--- What the exercise asks ---
Please restate the data exactly, from the first line to the last.

::: Dataset records :::

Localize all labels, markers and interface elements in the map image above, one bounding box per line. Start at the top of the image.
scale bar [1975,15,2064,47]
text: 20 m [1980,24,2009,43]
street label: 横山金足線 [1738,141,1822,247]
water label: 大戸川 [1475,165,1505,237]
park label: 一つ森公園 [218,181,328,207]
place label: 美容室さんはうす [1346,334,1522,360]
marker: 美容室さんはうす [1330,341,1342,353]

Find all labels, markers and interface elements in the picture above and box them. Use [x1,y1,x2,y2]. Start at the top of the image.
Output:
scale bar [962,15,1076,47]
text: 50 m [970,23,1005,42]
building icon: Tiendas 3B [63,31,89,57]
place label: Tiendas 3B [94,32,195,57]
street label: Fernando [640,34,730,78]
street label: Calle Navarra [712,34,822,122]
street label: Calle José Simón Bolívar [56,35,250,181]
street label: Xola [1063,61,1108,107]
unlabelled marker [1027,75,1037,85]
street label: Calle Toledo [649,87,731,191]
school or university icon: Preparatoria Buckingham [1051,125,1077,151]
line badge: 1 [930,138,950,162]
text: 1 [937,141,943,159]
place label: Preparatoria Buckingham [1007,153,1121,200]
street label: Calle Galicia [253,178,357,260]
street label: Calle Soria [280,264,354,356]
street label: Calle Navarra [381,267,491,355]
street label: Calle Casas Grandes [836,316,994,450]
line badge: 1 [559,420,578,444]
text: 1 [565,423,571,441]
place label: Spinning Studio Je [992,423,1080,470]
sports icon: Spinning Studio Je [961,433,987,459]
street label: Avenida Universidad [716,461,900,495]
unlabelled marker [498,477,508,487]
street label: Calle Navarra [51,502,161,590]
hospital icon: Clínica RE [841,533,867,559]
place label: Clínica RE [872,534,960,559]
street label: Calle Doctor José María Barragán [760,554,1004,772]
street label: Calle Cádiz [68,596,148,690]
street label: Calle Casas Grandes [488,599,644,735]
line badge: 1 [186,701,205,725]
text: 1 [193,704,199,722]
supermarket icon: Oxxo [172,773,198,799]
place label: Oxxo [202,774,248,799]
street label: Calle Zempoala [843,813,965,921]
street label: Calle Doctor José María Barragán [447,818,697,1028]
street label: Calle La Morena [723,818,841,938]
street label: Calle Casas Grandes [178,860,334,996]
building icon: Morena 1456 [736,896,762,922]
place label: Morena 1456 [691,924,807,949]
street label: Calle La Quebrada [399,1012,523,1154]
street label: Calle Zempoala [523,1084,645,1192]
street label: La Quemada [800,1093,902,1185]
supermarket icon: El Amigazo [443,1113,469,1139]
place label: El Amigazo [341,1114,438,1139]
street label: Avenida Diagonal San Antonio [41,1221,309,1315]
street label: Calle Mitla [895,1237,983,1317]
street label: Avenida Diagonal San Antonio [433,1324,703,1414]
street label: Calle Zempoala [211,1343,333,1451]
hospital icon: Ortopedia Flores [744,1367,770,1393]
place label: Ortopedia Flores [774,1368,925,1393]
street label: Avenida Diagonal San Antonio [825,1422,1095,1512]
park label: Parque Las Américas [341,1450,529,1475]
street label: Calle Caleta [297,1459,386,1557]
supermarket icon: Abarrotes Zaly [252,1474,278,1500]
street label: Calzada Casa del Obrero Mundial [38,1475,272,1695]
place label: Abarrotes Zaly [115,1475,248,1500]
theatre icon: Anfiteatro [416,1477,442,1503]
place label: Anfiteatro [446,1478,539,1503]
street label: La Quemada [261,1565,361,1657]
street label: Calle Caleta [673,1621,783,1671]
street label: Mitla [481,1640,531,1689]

:::

--- Task output ---
Localize all labels, markers and interface elements in the map image above, one bounding box per line. Start at the top of the image.
scale bar [1975,15,2064,47]
text: 20 m [1980,24,2009,43]
street label: 横山金足線 [1738,141,1822,247]
water label: 大戸川 [1475,165,1505,237]
park label: 一つ森公園 [218,181,328,207]
place label: 美容室さんはうす [1346,334,1522,360]
marker: 美容室さんはうす [1330,341,1342,353]

Find all labels, markers and interface elements in the picture above and box them. Use [x1,y1,x2,y2]. Start at the top of the image.
Output:
scale bar [962,15,1076,47]
text: 50 m [970,23,1005,42]
building icon: Tiendas 3B [63,31,89,57]
place label: Tiendas 3B [94,32,195,57]
street label: Fernando [640,34,730,78]
street label: Calle Navarra [712,34,822,122]
street label: Calle José Simón Bolívar [56,35,250,181]
street label: Xola [1063,61,1108,107]
unlabelled marker [1027,75,1037,85]
street label: Calle Toledo [649,87,731,191]
school or university icon: Preparatoria Buckingham [1051,125,1077,151]
line badge: 1 [930,138,950,162]
text: 1 [937,141,943,159]
place label: Preparatoria Buckingham [1007,153,1121,200]
street label: Calle Galicia [253,178,357,260]
street label: Calle Soria [280,264,354,356]
street label: Calle Navarra [381,267,491,355]
street label: Calle Casas Grandes [836,316,994,450]
line badge: 1 [559,420,578,444]
text: 1 [565,423,571,441]
place label: Spinning Studio Je [992,423,1080,470]
sports icon: Spinning Studio Je [961,433,987,459]
street label: Avenida Universidad [716,461,900,495]
unlabelled marker [498,477,508,487]
street label: Calle Navarra [51,502,161,590]
hospital icon: Clínica RE [841,533,867,559]
place label: Clínica RE [872,534,960,559]
street label: Calle Doctor José María Barragán [760,554,1004,772]
street label: Calle Cádiz [68,596,148,690]
street label: Calle Casas Grandes [488,599,644,735]
line badge: 1 [186,701,205,725]
text: 1 [193,704,199,722]
supermarket icon: Oxxo [172,773,198,799]
place label: Oxxo [202,774,248,799]
street label: Calle Zempoala [843,813,965,921]
street label: Calle Doctor José María Barragán [447,818,697,1028]
street label: Calle La Morena [723,818,841,938]
street label: Calle Casas Grandes [178,860,334,996]
building icon: Morena 1456 [736,896,762,922]
place label: Morena 1456 [691,924,807,949]
street label: Calle La Quebrada [399,1012,523,1154]
street label: Calle Zempoala [523,1084,645,1192]
street label: La Quemada [800,1093,902,1185]
supermarket icon: El Amigazo [443,1113,469,1139]
place label: El Amigazo [341,1114,438,1139]
street label: Avenida Diagonal San Antonio [41,1221,309,1315]
street label: Calle Mitla [895,1237,983,1317]
street label: Avenida Diagonal San Antonio [433,1324,703,1414]
street label: Calle Zempoala [211,1343,333,1451]
hospital icon: Ortopedia Flores [744,1367,770,1393]
place label: Ortopedia Flores [774,1368,925,1393]
street label: Avenida Diagonal San Antonio [825,1422,1095,1512]
park label: Parque Las Américas [341,1450,529,1475]
street label: Calle Caleta [297,1459,386,1557]
supermarket icon: Abarrotes Zaly [252,1474,278,1500]
street label: Calzada Casa del Obrero Mundial [38,1475,272,1695]
place label: Abarrotes Zaly [115,1475,248,1500]
theatre icon: Anfiteatro [416,1477,442,1503]
place label: Anfiteatro [446,1478,539,1503]
street label: La Quemada [261,1565,361,1657]
street label: Calle Caleta [673,1621,783,1671]
street label: Mitla [481,1640,531,1689]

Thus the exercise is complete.